[Source data]
[Start of section]

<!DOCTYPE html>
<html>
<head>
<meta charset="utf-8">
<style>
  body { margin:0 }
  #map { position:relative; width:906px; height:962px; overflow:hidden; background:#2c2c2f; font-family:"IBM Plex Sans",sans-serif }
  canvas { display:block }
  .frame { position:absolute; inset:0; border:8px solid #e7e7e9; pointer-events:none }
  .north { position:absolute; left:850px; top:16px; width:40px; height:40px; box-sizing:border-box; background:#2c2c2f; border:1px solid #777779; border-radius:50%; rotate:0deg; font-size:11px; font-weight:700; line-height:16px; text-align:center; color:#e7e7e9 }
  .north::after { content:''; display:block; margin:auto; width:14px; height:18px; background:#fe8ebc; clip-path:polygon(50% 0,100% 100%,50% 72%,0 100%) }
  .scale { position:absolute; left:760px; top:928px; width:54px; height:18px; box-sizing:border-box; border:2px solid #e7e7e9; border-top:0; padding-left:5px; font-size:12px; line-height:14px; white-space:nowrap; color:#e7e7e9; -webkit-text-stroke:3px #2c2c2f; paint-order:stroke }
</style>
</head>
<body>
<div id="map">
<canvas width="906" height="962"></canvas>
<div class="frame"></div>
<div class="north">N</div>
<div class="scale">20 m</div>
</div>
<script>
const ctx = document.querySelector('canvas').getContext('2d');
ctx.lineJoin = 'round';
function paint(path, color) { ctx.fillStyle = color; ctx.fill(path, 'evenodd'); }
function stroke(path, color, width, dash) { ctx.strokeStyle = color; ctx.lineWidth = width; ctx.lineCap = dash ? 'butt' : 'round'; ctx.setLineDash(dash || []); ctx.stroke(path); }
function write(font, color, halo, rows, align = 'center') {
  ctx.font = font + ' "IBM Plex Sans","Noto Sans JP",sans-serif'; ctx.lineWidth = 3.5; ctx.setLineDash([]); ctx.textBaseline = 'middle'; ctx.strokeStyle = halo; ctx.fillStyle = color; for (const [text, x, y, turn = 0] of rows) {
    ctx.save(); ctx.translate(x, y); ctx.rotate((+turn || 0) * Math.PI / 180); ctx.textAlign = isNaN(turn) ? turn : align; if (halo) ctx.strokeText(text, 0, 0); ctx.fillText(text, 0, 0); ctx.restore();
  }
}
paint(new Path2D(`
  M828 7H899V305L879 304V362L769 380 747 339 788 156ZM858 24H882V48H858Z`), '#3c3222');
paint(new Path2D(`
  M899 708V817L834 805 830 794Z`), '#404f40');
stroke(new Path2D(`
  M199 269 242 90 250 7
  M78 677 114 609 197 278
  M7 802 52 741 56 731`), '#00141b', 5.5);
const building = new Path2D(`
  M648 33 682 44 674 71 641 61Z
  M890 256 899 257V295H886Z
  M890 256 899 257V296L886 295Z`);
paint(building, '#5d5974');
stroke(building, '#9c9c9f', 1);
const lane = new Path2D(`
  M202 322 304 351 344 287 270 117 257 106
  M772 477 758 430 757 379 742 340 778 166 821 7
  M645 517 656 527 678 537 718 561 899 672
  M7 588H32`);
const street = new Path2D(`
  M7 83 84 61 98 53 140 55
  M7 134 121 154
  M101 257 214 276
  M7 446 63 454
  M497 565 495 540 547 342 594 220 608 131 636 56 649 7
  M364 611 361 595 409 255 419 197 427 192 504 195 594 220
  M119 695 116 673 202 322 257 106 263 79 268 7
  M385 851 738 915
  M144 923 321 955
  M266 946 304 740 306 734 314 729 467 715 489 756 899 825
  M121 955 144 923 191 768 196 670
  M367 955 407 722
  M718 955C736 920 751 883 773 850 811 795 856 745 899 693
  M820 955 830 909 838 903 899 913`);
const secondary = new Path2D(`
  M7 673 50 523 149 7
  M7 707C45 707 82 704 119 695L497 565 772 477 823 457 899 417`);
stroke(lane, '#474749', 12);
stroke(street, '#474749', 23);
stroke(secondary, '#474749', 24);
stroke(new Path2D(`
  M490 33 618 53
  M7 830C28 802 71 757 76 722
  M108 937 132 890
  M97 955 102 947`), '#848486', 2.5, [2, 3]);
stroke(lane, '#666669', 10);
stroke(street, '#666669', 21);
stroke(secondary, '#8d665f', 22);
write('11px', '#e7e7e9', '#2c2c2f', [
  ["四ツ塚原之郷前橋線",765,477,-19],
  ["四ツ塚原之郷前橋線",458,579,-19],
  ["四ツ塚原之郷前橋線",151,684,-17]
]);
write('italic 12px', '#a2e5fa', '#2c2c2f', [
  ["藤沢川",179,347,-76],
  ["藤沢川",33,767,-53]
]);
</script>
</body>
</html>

[End of section]

Look at the records above. Copy every line where the string "secondary" occurs.

const secondary = new Path2D(`
stroke(secondary, '#474749', 24);
stroke(secondary, '#8d665f', 22);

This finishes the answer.